FOR DEFENDANT-APPELLEE: SCOTT D. PIPER, Harris Beach PLLC,
Pittsford, New York.
Appeal from the United States District Court for the
Western District of New York (Curtin, J.).
UPON DUE CONSIDERATION, IT IS HEREBY ORDERED, ADJUDGED,
AND DECREED that the judgment is AFFIRMED.
Plaintiff-appellant Linda Maher Hoffman appeals from
the district court's September 24, 2010, judgment dismissing her
complaint pursuant to Fed. R. Civ. P. 12(b)(6).
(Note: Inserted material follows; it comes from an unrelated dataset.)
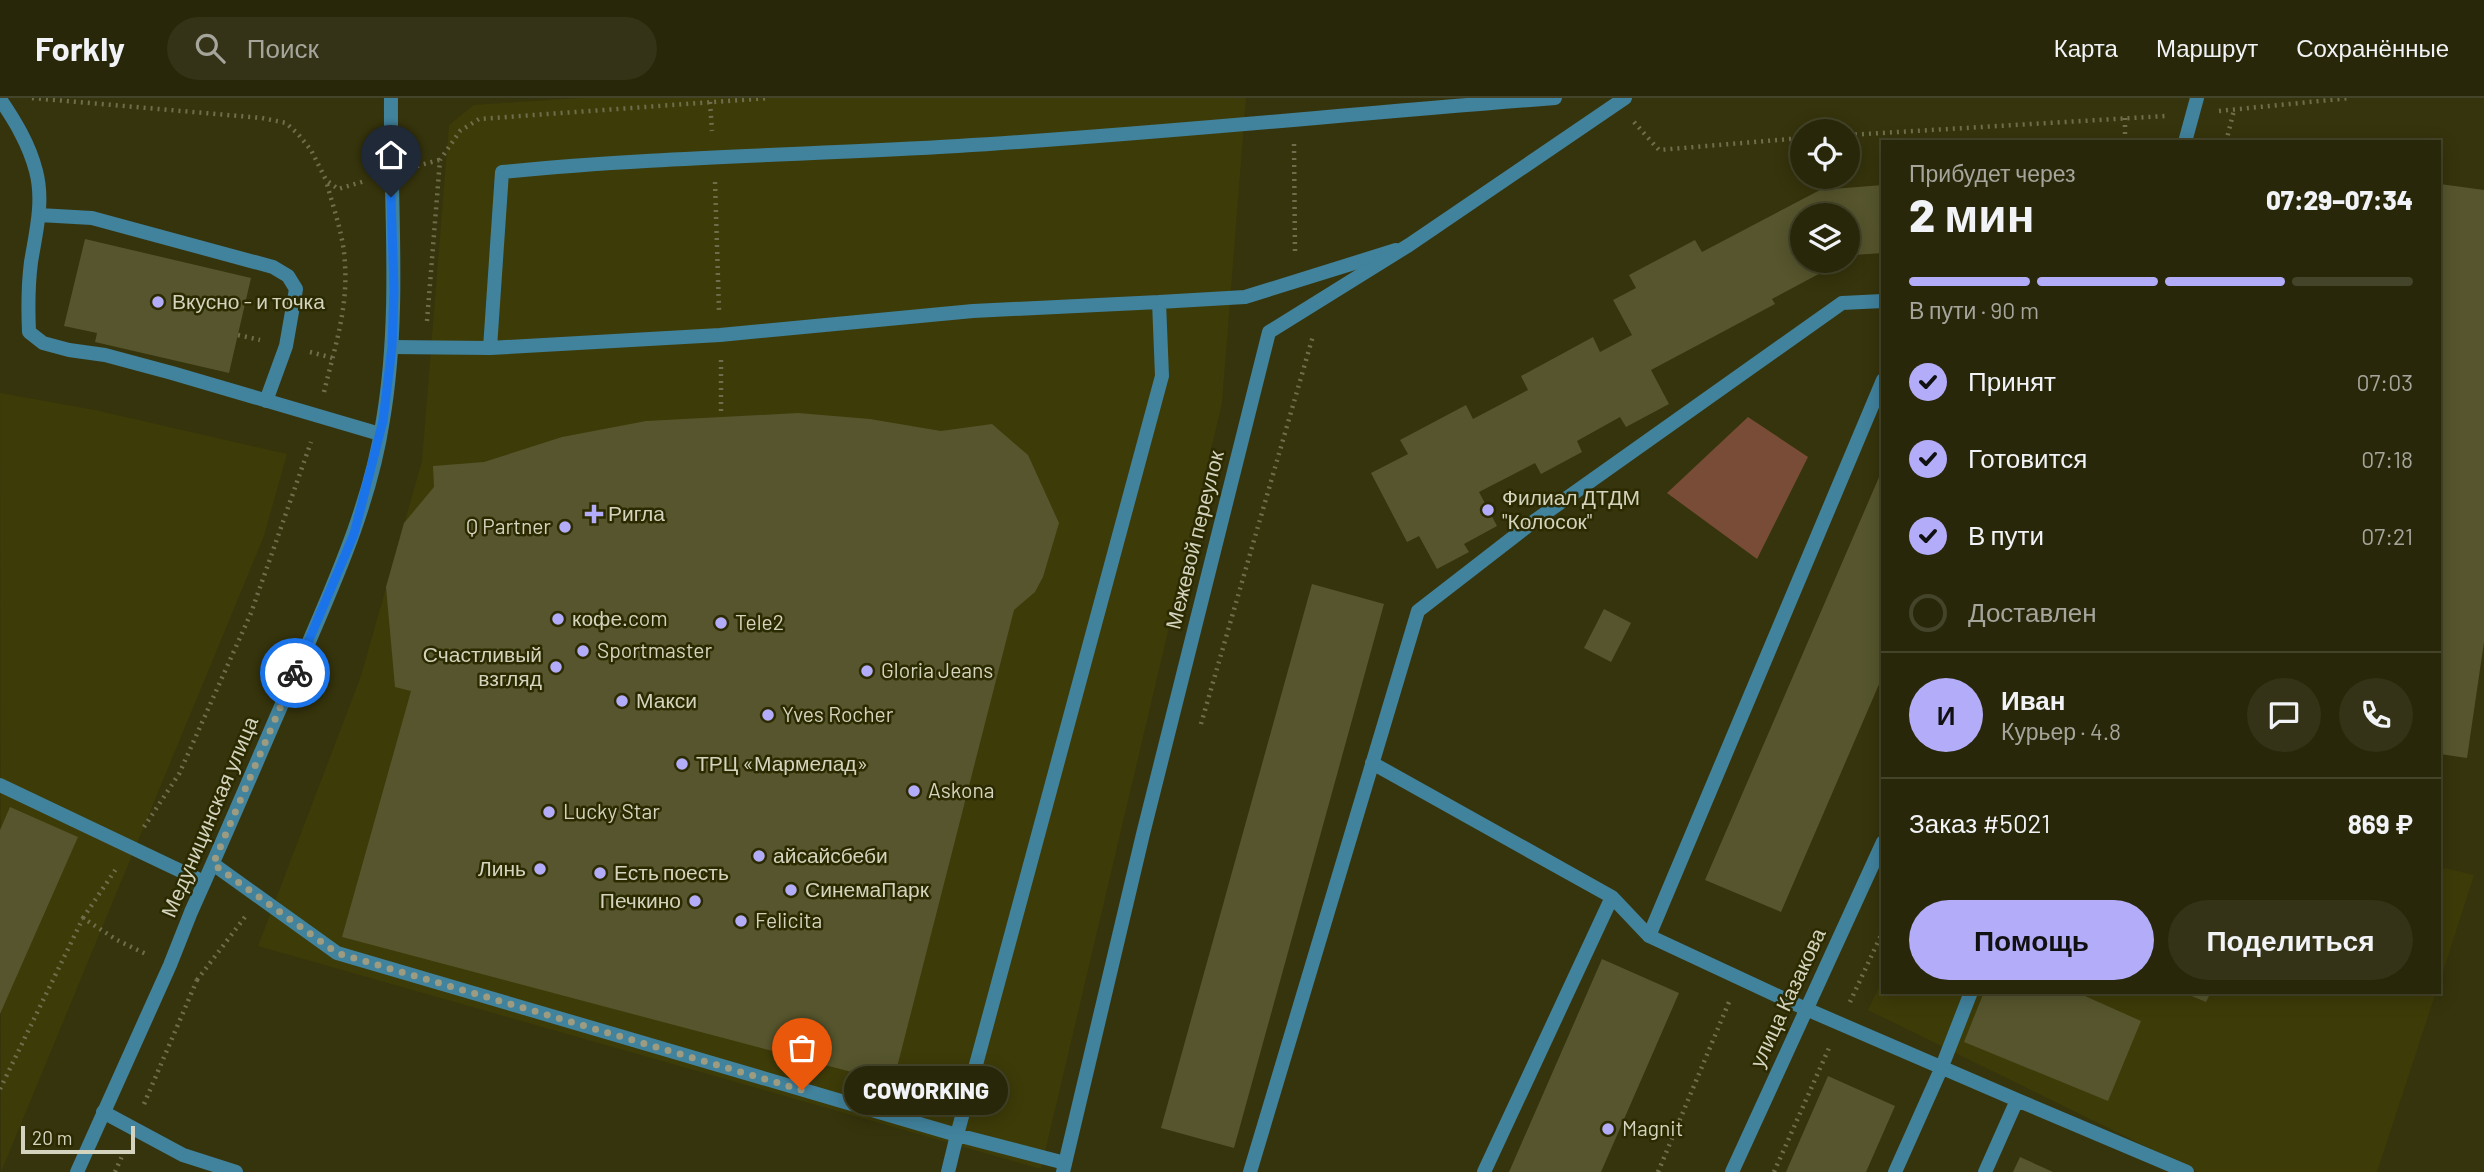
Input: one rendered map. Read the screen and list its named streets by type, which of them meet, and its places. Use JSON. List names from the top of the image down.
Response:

Judgment was
entered after the district court filed a written decision on
September 23, 2010, granting the motion of defendant-appellee
Williamsville School District (the "District") to dismiss. We
assume the parties' familiarity with the facts and procedural
history.
We review a dismissal pursuant to Fed. R. Civ. P.
12(b)(6) de novo, "construing the complaint liberally, accepting
all factual allegations in the complaint as true, and drawing all
reasonable inferences in the plaintiff's favor." Chambers v.
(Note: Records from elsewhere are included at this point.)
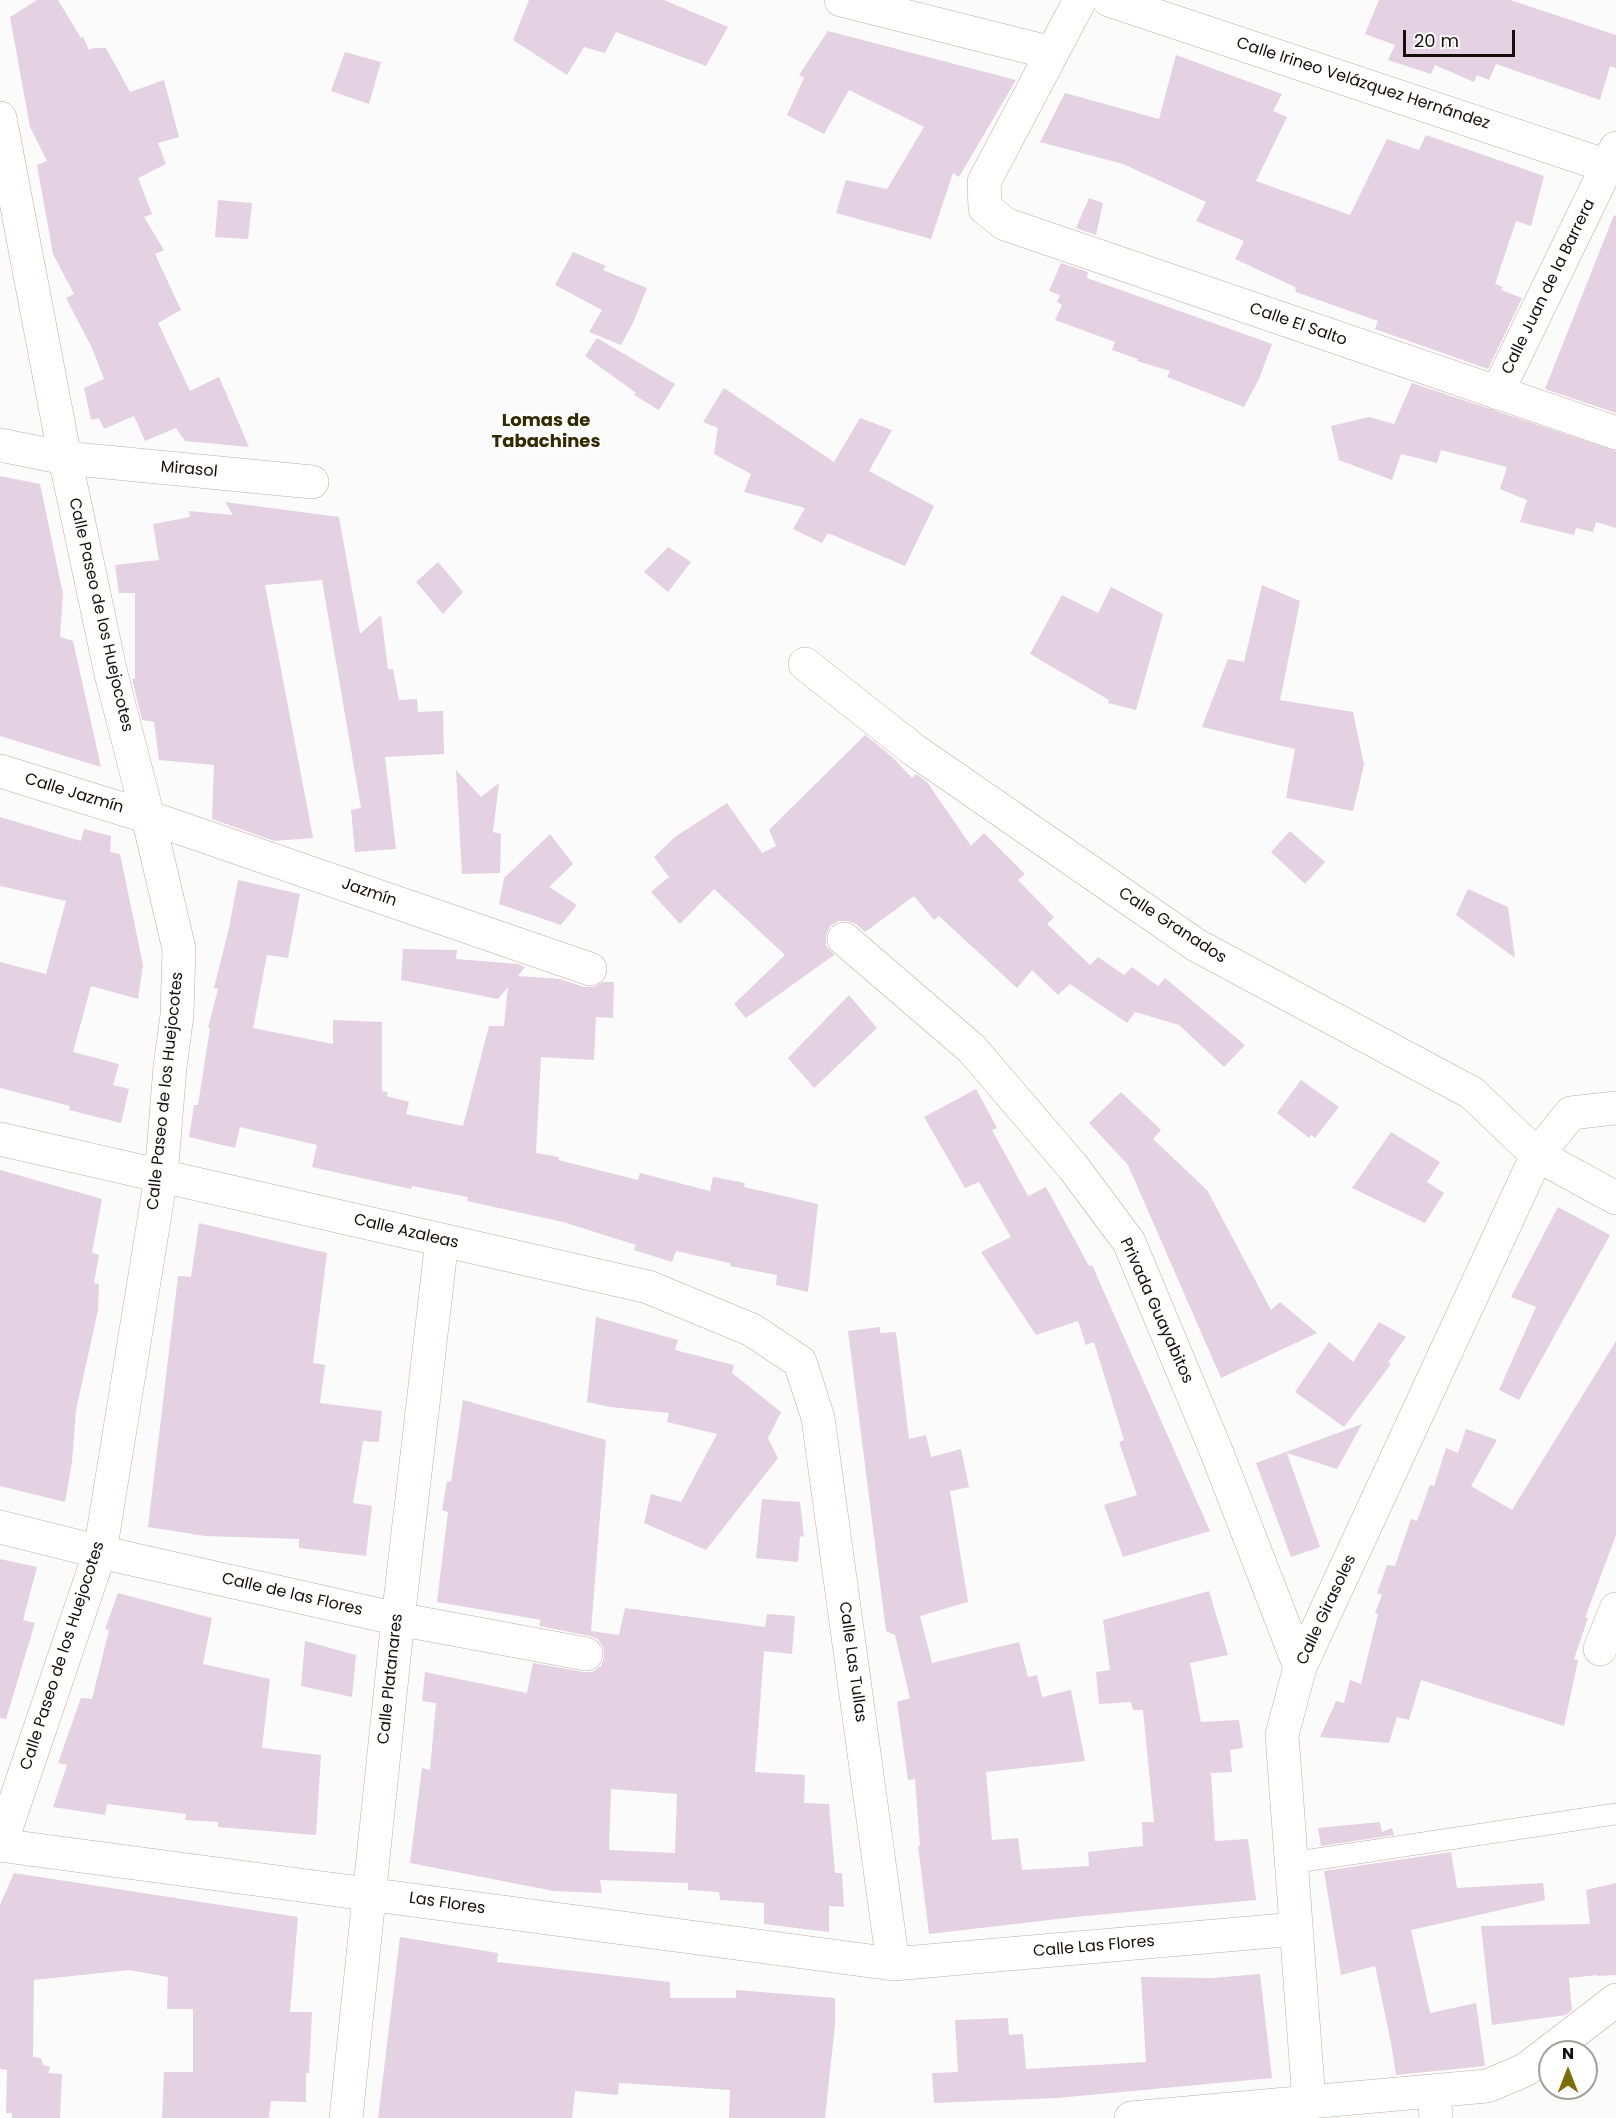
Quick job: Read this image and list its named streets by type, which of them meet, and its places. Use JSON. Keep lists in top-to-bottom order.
{
  "streets": {
    "street": [
      "Calle Irineo Velázquez Hernández",
      "Calle Juan de la Barrera",
      "Calle El Salto",
      "Mirasol",
      "Calle Paseo de los Huejocotes",
      "Calle Jazmín",
      "Jazmín",
      "Calle Granados",
      "Calle Azaleas",
      "Privada Guayabitos",
      "Calle de las Flores",
      "Calle Girasoles",
      "Calle Las Tullas",
      "Calle Platanares",
      "Las Flores",
      "Calle Las Flores"
    ]
  },
  "crossings": [
    ["Calle Irineo Velázquez Hernández", "Calle Juan de la Barrera"],
    ["Calle Juan de la Barrera", "Calle El Salto"],
    ["Mirasol", "Calle Paseo de los Huejocotes"],
    ["Calle Paseo de los Huejocotes", "Calle Jazmín"],
    ["Calle Paseo de los Huejocotes", "Jazmín"],
    ["Calle Paseo de los Huejocotes", "Calle Azaleas"],
    ["Calle Paseo de los Huejocotes", "Calle de las Flores"],
    ["Calle Paseo de los Huejocotes", "Las Flores"],
    ["Calle Jazmín", "Jazmín"],
    ["Calle Granados", "Calle Girasoles"],
    ["Calle Azaleas", "Calle Las Tullas"],
    ["Calle Azaleas", "Calle Platanares"],
    ["Privada Guayabitos", "Calle Girasoles"],
    ["Calle de las Flores", "Calle Platanares"],
    ["Calle Girasoles", "Calle Las Flores"],
    ["Calle Las Tullas", "Las Flores"],
    ["Calle Las Tullas", "Calle Las Flores"],
    ["Calle Platanares", "Las Flores"],
    ["Las Flores", "Calle Las Flores"]
  ],
  "districts": ["Lomas de Tabachines"],
  "scale_bar": "20 m",
  "north": "top"
}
Time Warner, Inc., 282 F.3d 147, 152 (2d Cir. 2002) (citation
omitted). After reviewing the record, we conclude, for
substantially the reasons set forth by the district court, that
Hoffman's claims were properly dismissed.
Hoffman's complaint below (the "Complaint") asserted
four claims: 1) gender discrimination in violation of Title VII
of the Civil Rights Act of 1964, 42 U.S.C. §§ 2000e to 2000e-17
("Title VII"); 2) hostile work environment in violation of Title
VII; 3) disability discrimination in violation of the Americans
with Disabilities Act, 42 U.S.C. §§ 12112-12117 (the "ADA"); and
4) retaliation in violation of Title VII. Hoffman asserts that
the district court erred in dismissing all four claims.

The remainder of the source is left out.